为什么GCC警告这种隐式转换？

Question

GCC warns me that the following piece of code contains an implicit conversion that may change a value:

#include <stdlib.h>
float square = rand();

However, the following does not yield any warning:

float square = 100;

The warning given by GCC is a follows:

tests/ChemTests.cpp:17:23: error: conversion to ‘float’ from ‘int’ may alter its value

I don't understand why the former would give a warning, since rand() is properly declared and returns an int , just as the 100 integer literal.

Why does the first line give a compiler warning but not the second, even though both have an implicit conversion from int to float ?

Answer 1

GCC emits this warning when a loss of precision may result from the cast. (in other words, the value may be "altered")

In the first case, rand() returns an int . Since not all values that can be stored in an int are representable as a float , it will emit this warning.

In the second case, 100 can be safely casted to a float without any precision loss.

Answer 2

To add something to what Mysticial wrote (that is correct): your implementation of C uses float that are 32 bits IEEE 754 single precision binary floating-point and int that are 32 bits.

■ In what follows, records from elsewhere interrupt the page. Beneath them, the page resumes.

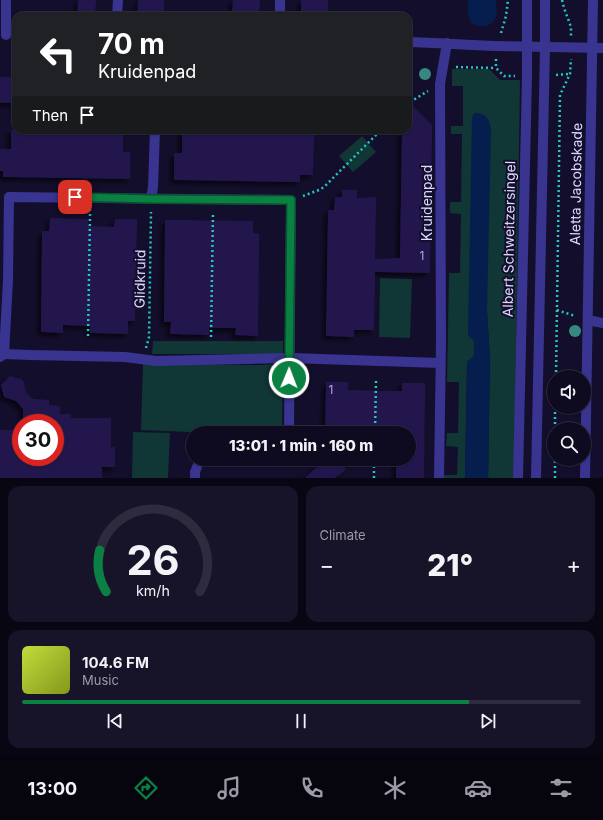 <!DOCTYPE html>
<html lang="en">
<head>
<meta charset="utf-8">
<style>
	body { margin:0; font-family:Inter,sans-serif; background:#171329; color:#f1f3f6; height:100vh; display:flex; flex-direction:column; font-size:15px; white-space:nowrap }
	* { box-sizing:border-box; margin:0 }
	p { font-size:13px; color:#9b9aa5 }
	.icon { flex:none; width:22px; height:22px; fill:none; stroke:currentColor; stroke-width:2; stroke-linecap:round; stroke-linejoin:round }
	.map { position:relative; height:478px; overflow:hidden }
	.sheet { display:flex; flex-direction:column; gap:8px; padding:8px; background:#080612; flex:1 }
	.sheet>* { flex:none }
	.banner { position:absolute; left:12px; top:12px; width:400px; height:122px; border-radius:12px; box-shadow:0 1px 3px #0004,0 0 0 1px #2e2b3e; background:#202124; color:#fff; overflow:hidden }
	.controls { position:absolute; left:547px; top:370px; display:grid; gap:8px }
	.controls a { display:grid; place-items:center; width:44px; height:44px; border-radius:50%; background:#0e0a20; box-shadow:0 1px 3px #0004,0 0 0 1px #2e2b3e; font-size:20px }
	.speed { position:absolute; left:12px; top:414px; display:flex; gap:8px; font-size:20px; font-weight:700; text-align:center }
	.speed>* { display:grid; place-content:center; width:52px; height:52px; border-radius:50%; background:#0e0a20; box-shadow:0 1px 3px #0004,0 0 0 1px #2e2b3e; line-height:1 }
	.speed .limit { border:6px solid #d22; background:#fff; color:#111 }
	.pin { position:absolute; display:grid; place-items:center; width:34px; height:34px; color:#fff; margin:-17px; border-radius:8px; box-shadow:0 2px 6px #0006 }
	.me { position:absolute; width:44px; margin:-22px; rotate:1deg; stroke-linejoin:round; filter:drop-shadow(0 0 3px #0008) }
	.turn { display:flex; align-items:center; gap:14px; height:84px; padding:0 20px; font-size:18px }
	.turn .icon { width:52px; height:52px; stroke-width:2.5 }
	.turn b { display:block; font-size:28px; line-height:34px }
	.then { display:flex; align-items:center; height:38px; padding:0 20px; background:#0003; gap:8px; font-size:15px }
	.big { font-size:30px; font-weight:800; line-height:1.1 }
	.sheet .widget { flex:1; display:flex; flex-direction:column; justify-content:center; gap:6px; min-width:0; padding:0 14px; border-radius:12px; background:#171329 }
	.sheet .dial { align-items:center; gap:0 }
	.dial svg { height:104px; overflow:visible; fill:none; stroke:#2e2b3e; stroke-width:7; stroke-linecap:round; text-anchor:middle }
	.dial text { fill:#f1f3f6; stroke:none }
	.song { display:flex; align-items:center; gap:12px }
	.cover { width:48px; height:48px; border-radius:6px; background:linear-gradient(135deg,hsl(70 70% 55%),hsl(70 70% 35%)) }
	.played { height:4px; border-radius:2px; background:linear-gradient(90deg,#0b8043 80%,#2e2b3e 80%) }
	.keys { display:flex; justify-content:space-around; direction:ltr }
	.heat { display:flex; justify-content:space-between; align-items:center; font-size:22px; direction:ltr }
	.sheet .tiles { flex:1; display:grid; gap:8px; grid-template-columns:1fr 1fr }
	.widget:last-child { grid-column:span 2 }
	.trip { position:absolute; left:186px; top:426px; width:230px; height:40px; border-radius:20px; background:#0e0a20; box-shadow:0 1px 3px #0004,0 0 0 1px #2e2b3e; font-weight:800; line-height:40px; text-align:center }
	.dock { display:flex; height:64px; justify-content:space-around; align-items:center; background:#06040d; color:#9b9aa5 }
	.dock .icon { width:28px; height:28px }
	.dock .selected { color:#0b8043 }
	.dock b { font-size:18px; color:#f1f3f6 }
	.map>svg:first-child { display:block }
	.green { fill:#103635 }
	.water { fill:#051e4d }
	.building { fill:#24184e; filter:url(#shadow) }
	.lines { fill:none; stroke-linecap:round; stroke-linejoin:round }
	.path { stroke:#23c8c1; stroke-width:2.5; stroke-dasharray:2 3; stroke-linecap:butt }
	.pedestrian { stroke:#39348f; stroke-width:10 }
	.minor { stroke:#39348f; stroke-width:10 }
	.tertiary { stroke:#39348f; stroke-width:10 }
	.tree { fill:#388882 }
	.route-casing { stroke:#07532c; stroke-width:10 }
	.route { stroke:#0b8043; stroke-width:7 }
	.labels { text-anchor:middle; stroke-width:4; stroke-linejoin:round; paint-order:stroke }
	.number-label { font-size:12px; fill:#afa8d3 }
	.street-label { font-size:14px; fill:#ddd8ff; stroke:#130e2b }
</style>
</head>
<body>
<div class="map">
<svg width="603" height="478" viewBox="0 0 603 478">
	<defs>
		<filter id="shadow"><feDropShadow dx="-3.5" dy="3.5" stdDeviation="2" flood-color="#0009"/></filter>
	</defs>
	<rect width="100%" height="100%" fill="#130e2b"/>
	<path class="green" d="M452 69H489L500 80H520L514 478H488L490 359 487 311 478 113H476L473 115 474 356 467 362 465 478H442L443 475H457L458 447 446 446 447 433H458L459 382H447L449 273H460L461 214 450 213V202H461L462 134H451V126H463V86H452Z
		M362 136 376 152 353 172 339 156Z
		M380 278 412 279 410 338 379 337Z
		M153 341H283V354H152Z
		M143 364 258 365 283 364 282 428 280 433H212L141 430Z
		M133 432 170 433 168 478H132Z"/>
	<path class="water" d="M468 0H496C496 6 498 14 495 19 492 27 476 29 471 22 467 16 468 7 468 0Z
		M476 113C486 113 490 120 491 130L487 311 490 359 488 478H465L467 362 474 356V341L468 335 472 117Z"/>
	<path class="building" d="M78 0H96L95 16H77Z
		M138 0H164V16H137Z
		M233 0H260L259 16H241V14L232 13Z
		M301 0H328V16H301Z
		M0 77H16V103H0Z
		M408 101 432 125 430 273 375 272 374 330H354V337L326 336 328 210H334L335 197H342V190H357V198L376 197 375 259 400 258 402 130H408Z
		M11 130 123 131V152H130V179L3 177V171H0V149H11Z
		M257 130H288V133H314L313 175H300V182L174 180V153H182V131L232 133 257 132Z
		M50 218 88 219V226L114 227 115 219H137L135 321H128V334L90 333V326L63 325V333L41 332 42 231H49Z
		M165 220 253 221V233L259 234 258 336 235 335 236 328H209V335L170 334 171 322H164Z
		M10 376 23 380 26 392 33 399 49 400V405L60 406V414H71V418H111V447H115V467H102V478H0V430H21V457H55V423H23V409L16 401 4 397 1 385Z
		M326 382H348V390L386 391H402V383H425L424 478H396V459H409V433H402V427L354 426V433H325Z
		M325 459H336L346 469 338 476H335L337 478H305Z"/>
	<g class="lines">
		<path class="path" d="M562 0 564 8 571 27V36
			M501 33 506 16 508 0
			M496 59V68L504 76H515
			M456 67 496 68
			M556 75 569 74
			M410 102 428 91
			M303 196 319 190 324 187 381 130
			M557 310 575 316
			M88 336 90 217V210
			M211 337 213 212
			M146 348 149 337 151 212
			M556 377 560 95 570 74 571 59
			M555 429V407
			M375 433 376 381
			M374 478V459
			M555 478V459"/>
		<path class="pedestrian" d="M4 354 30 355 125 357 156 361 290 358"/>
		<path class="minor" d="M117 16 118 0
			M280 16V0
			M6 35V0
			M408 42C438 43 467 45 496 46 532 47 567 47 603 48
			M151 199 153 187 155 130
			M588 320 603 323
			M0 357 4 354 8 280 9 197 291 200 289 433
			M290 358 440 363
			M195 478V472L199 462 205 459
			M439 478 441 341 440 84 447 43
			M585 478 593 0"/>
		<path class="tertiary" d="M518 478 527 76V0
			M536 478 545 47V0"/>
	</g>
	<g class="tree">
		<circle cx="425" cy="74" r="6"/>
		<circle cx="575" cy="331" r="6"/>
	</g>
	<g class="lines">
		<defs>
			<path id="route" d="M75 197 151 199 291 200 289 378"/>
		</defs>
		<use href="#route" class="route-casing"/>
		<use href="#route" class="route"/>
	</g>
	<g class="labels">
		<g class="number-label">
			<text x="422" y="260">1</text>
			<text x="331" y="394">1</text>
		</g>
		<g class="street-label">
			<text transform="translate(576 184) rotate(-89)" y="5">Aletta Jacobskade</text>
			<text transform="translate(427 203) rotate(-90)" y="5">Kruidenpad</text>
			<text transform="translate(509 239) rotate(-89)" y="5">Albert Schweitzersingel</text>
			<text transform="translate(140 279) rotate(-89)" y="5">Glidkruid</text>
		</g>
	</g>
</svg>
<div class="controls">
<a><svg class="icon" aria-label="sound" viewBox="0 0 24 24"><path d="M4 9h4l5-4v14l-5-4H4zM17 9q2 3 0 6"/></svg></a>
<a><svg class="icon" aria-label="search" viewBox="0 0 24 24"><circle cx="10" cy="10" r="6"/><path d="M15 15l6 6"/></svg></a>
</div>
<div class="speed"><div class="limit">30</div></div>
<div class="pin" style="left:75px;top:197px;background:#d93025"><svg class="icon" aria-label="arrive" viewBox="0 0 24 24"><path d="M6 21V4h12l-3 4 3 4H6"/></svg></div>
<svg class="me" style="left:289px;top:378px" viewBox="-20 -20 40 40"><circle r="17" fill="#0b8043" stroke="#fff" stroke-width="3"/><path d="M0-11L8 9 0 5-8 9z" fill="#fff"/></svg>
<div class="trip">13:01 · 1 min · 160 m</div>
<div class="banner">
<div class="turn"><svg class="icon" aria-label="left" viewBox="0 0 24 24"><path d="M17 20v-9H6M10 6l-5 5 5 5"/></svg><div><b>70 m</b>Kruidenpad</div></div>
<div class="then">Then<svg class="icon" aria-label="arrive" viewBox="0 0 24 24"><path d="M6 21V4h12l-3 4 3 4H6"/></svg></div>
</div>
</div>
<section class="sheet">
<div class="tiles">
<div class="widget dial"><svg viewBox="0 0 100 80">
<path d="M14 69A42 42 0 1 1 86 69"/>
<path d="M14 69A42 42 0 0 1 9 37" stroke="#0b8043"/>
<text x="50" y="56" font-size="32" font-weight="700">26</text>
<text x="50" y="72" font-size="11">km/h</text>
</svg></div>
<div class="widget"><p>Climate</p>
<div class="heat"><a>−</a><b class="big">21°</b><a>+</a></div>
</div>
<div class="widget">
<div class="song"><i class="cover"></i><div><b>104.6 FM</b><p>Music</p></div></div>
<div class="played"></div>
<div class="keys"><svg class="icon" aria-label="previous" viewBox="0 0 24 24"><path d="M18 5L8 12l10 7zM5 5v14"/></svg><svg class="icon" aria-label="pause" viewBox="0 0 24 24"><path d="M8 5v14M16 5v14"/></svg><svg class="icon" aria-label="next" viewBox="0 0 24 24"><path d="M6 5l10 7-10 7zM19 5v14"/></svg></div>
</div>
</div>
</section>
<nav class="dock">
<b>13:00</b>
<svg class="icon selected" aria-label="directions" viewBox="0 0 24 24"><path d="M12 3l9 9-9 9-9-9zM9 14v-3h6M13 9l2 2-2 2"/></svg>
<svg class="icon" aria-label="music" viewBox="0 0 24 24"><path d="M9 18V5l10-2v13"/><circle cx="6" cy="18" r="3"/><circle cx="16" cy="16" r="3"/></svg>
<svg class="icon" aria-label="phone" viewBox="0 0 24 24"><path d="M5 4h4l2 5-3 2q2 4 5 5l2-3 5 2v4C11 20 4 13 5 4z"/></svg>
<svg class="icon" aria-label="climate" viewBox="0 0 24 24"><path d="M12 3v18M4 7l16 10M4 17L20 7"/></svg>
<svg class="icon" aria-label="car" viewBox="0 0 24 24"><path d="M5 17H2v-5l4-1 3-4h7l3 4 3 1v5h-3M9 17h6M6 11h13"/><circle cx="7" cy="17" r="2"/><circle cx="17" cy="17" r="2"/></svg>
<svg class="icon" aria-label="filters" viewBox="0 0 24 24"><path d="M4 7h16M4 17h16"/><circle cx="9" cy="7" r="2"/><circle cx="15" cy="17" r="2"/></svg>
</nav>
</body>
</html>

In "your" int you can have 31 bits of number and 1 bit of sign. In "your" float the mantissa is 24 bits and there is 1 bit of sign. Clearly int s that need more than 24 bits plus sign to be represented can't be converted exactly to "your" float . (I use the "your" to represent "your" compiler, the compiler you are using. The C standard doesn't tell the exact length of float or int ).

Now, the rand() can generate any int number, so the compiler has to give you the warning. The 100 is a numeric literal that is known at compile time, so the compiler can statically check if that number is convertible.

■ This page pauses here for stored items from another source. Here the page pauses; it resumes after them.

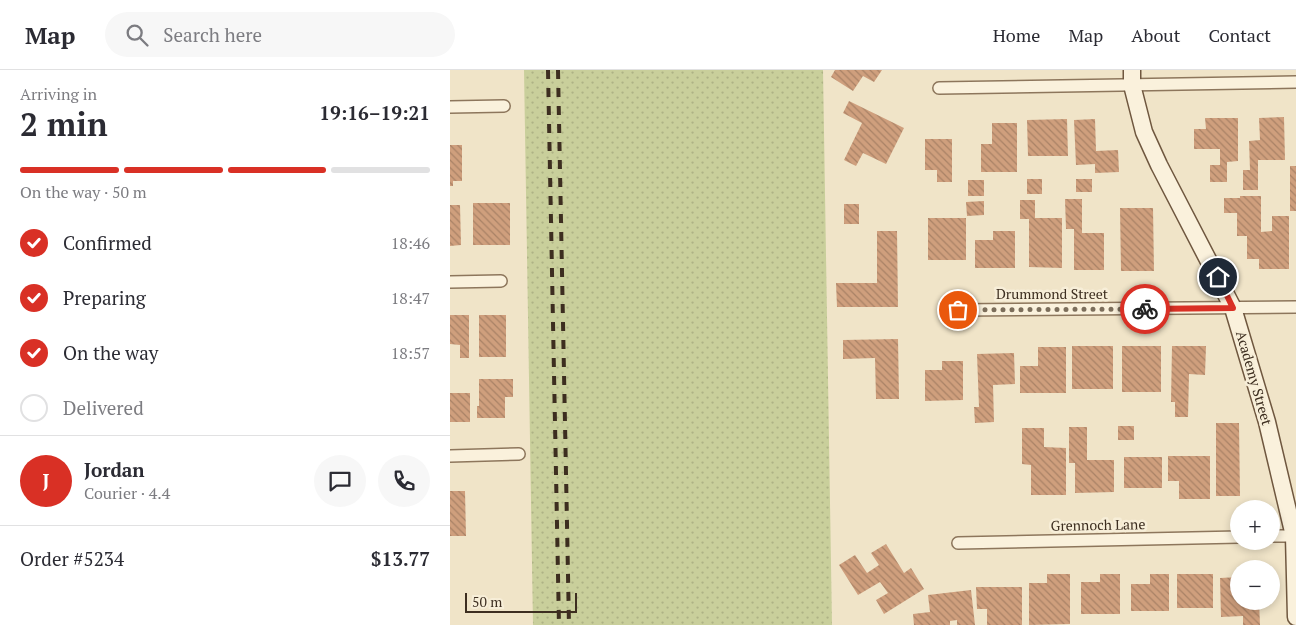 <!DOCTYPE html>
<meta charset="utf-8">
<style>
:root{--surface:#fff;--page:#f7f7f7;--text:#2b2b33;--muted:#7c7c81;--line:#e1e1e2;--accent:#d93025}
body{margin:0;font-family:"PT Serif",serif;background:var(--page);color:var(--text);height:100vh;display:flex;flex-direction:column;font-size:19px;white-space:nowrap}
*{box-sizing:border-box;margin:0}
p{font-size:16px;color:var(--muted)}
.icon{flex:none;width:28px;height:28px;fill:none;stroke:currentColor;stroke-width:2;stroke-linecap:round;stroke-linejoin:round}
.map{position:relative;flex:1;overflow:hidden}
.sheet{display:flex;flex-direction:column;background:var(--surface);width:450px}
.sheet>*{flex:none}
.tools{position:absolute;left:780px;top:430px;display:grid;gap:10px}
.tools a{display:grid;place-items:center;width:50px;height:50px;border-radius:50%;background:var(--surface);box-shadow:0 2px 8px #0003;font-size:25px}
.scale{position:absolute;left:15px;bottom:12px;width:112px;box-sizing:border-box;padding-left:5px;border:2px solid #3d2e20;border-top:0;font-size:14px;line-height:18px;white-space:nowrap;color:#3d2e20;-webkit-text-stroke:4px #f7eed8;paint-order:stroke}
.pin{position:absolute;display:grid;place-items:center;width:42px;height:42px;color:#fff;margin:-21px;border:2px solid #fff;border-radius:50%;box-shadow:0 1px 5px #0007}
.courier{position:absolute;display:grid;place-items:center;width:50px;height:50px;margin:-25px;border:4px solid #d93025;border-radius:50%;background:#fff;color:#222;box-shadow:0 1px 6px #0007}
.headline em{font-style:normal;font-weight:700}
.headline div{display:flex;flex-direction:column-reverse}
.headline{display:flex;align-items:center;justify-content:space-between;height:85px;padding:0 20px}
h1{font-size:32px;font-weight:700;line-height:38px}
.bar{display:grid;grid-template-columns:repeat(4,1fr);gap:8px 5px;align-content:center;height:60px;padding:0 20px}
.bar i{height:6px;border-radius:4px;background:var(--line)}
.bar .on{background:var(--accent)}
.bar p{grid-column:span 4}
.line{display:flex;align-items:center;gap:12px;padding:0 20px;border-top:1px solid var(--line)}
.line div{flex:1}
.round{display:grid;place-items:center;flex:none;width:52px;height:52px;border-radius:26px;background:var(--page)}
ol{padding:0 20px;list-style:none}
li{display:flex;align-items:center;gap:15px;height:55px}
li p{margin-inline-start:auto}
li .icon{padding:5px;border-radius:50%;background:var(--accent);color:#fff;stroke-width:4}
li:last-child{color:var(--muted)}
li i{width:28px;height:28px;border:2px solid var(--line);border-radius:50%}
header{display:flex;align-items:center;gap:30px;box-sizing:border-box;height:70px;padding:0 25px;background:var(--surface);border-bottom:1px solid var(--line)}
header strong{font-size:24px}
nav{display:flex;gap:28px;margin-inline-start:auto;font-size:18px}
.search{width:350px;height:45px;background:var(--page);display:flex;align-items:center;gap:12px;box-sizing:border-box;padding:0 18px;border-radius:28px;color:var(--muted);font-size:19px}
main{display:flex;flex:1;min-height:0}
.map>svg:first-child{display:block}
.grass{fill:url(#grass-dots)}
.building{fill:url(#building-back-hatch)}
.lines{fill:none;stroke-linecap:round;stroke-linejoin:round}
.street-casing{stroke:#8d765c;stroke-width:14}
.secondary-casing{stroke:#6f573f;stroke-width:19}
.street{stroke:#faf1dc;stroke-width:11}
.secondary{stroke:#faf1dc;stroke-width:16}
.rail{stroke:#3d2e20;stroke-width:4;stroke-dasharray:9 9;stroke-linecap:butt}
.done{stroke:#7c6e5b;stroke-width:5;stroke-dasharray:0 9}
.route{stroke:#d93025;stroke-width:6}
.labels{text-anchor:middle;stroke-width:5;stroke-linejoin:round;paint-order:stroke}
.street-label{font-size:14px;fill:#3d2e20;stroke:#f7eed8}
</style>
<header>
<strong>Map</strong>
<div class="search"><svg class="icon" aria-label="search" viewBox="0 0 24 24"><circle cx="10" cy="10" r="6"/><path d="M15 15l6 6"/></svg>Search here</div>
<nav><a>Home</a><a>Map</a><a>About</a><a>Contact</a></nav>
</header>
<main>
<section class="sheet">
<div class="headline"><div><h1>2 min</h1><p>Arriving in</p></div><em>19:16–19:21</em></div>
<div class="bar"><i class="on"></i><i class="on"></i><i class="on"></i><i></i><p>On the way · 50 m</p></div>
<ol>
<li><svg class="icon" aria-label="check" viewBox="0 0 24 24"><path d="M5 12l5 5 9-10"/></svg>Confirmed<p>18:46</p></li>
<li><svg class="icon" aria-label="check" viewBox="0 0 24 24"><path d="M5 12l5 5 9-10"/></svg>Preparing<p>18:47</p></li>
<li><svg class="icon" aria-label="check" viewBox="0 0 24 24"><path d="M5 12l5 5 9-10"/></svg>On the way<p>18:57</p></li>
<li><i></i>Delivered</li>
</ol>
<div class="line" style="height:90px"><b class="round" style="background:var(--accent);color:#fff">J</b><div><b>Jordan</b><p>Courier · 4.4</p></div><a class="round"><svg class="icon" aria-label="chat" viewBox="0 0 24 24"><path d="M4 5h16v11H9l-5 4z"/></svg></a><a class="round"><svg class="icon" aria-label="phone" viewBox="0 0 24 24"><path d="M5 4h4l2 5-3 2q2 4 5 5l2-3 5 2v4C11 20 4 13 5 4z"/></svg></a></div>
<div class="line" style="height:65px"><div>Order #5234</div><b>$13.77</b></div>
</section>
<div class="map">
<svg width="846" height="555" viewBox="0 0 846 555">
<defs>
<pattern id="grass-dots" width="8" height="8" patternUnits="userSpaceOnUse" patternTransform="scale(1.25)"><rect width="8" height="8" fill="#c9cf9b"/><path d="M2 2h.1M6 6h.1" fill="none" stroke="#aeb285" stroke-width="1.8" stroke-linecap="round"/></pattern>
<pattern id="building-back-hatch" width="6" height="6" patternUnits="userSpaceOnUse" patternTransform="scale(1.25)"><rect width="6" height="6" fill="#cf9f7d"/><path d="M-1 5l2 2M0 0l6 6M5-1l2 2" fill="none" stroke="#a98266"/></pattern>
</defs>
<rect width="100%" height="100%" fill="#f0e4c8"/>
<!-- grass -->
<path class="grass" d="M74 0H373L382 555H83Z"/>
<!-- building -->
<path class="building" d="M385 0H432L424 12 413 6 403 21 381 7Z
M399 31 454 58 436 94 413 83 406 96 394 90 412 53 393 43Z
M834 47 835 90H808V120H793V100H800L799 71 810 70 809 48Z
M755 48H788V91L777 92V112H760V95H770V79H744V59H756Z
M617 49 618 86H578L577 50Z
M645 49 646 81 668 80 669 102 645 103V94L626 95 624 50Z
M542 53H567V102H531V74H542Z
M475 69H502V112H487V100H475Z
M0 75H12V111H3V116H0Z
M840 96H846V141H840Z
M577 109H592V124H577Z
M626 109H642V122H626Z
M518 110H534V126H518Z
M790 126H811V162L822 161V146H839V199H809V189H797V166H787V143H774V128H790Z
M615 129H632V163H654V200H624V159H616Z
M570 130H585V148H612V198L579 197V149H570Z
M534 131V145L517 146 516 132Z
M23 133H60V175H23Z
M394 134H409V154H394Z
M0 135H10L11 175 0 176Z
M670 138H703L704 201H671Z
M478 148H516V190H478Z
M427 161H447L448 237H387L386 213H427Z
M543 161H565V198H525V170H543Z
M0 245H19V288H10V275L0 274Z
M29 245H56V287H29Z
M448 269 449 329H426L425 288 393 289V270Z
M622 276H663V319H622Z
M672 276H711V322H672Z
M722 276H756L755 305 739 304 738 347H725V332H721Z
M588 277H616V323H570V296H588Z
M564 283 565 314 543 315 544 352 525 353 524 337H529L527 284Z
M492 291H513V330L475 331V300H492Z
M29 309H63V327H55V348H27V336H29Z
M0 323H20V352H0Z
M766 353H789L790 426H766Z
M668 356H684V370H668Z
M619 357H637V390H664V422L625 423V393H619Z
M572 358H594V377L616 378V425H581V395L572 394Z
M718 386H760V429H729V411H718Z
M674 387H712V418H674Z
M0 421H15L16 466H0Z
M436 474 454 503 461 498 474 519 434 544 426 530 438 523 430 512 408 525 389 495 405 485 417 503 429 495 421 483Z
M597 504H620V554L579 555V513H597Z
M650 504H670V544H631V512H650Z
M700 504H719V541H681V514H700Z
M727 504H763V538H727Z
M789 507V531H809L810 555H793V546L771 547 770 508Z
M526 517H572V555H537V539H527Z
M521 520 525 555H507V550L500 551V555H464L463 544 480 542 478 525Z"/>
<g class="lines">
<!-- street casing -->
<g class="street-casing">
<path id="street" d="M489 18 846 12
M0 37 54 36
M0 212 51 211
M508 240 846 237
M0 386 69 384
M821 466H846
M508 473 789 467"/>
</g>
<!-- secondary casing -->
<g class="secondary-casing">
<path id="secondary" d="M682 0V15L694 62 709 95 783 238 817 352 844 466 846 547"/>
</g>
<!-- street -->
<use href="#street" class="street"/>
<!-- secondary -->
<use href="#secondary" class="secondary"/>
<!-- rail -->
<path class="rail" d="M98 0 109 555
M108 0 119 555"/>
</g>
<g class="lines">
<!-- done -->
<path class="done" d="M508 240 695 239"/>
<!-- route -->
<path class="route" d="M695 239 783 238 768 207"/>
</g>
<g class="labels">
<!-- street labels -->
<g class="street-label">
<text x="602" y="229">Drummond Street</text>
<text transform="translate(804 308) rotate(74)" y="5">Academy Street</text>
<text transform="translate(648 455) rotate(-1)" y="5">Grennoch Lane</text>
</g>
</g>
</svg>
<div class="tools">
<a>+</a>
<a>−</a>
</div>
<div class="scale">50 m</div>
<div class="pin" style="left:508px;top:240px;background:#ea580c"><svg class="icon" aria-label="bag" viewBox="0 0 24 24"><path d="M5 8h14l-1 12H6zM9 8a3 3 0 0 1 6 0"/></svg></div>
<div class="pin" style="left:768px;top:207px;background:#1f2937"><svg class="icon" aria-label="home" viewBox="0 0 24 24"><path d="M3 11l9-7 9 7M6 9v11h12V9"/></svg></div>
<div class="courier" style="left:695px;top:239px"><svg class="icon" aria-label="bike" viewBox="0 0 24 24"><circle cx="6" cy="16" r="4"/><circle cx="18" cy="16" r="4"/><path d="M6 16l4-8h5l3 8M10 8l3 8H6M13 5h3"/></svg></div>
</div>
</main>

(even without explaining exactly how floating points work, your int is 32 bits and "supports" only integer numbers. Your float is 32 bits and "supports" floating point numbers. Clearly floating point numbers are more difficult to represent (you have to save somewhere where the decimal point is), so there must be a "price" you pay if both int and float have the same length. The price is precision.)

To respond to the comment you made, the maximum number you can represent exactly in a float that is "contiguous" to 0 (so that 0...number are all exactly representable) are 16777215 (that has mantissa = 16777215 and exponent = 0) and 16777216 (that has mantissa = 1 and exponent = 24, because it's 1 * 2 ^ 24). 16777217 isn't representable exactly. 16777218 is.

Answer 3

Not every int can be represented as a float . Specifically, if the number of bits between the highest and lowest bit set in an int is greater than FLT_MANT_DIG - 1 , defined in <float.h> , it cannot be represented precisely as a float . (Same goes for double and DBL_MANT_DIG - 1 .) The compiler warns you that there's a potential loss of precision because the declaration of rand() means that rand() could return any int , including those that cannot be represented as a float .

gcc should be smart enough to know when int literals can be represented precisely:

float f= 1<<FLT_MANT_DIG; // yes
float g= (1<<FLT_MANT_DIG) - 1; // yes
float h= (1<<FLT_MANT_DIG) + 1; // no
float i= (1<<(FLT_MANT_DIG + 1)); // yes

gcc should spit out a warning for initializing h only.

Incidentally, if RAND_MAX is less than or equal to (1<<FLT_MANT_DIG) - 1 , you can safely assign rand() to a float , even if the compiler complains to you.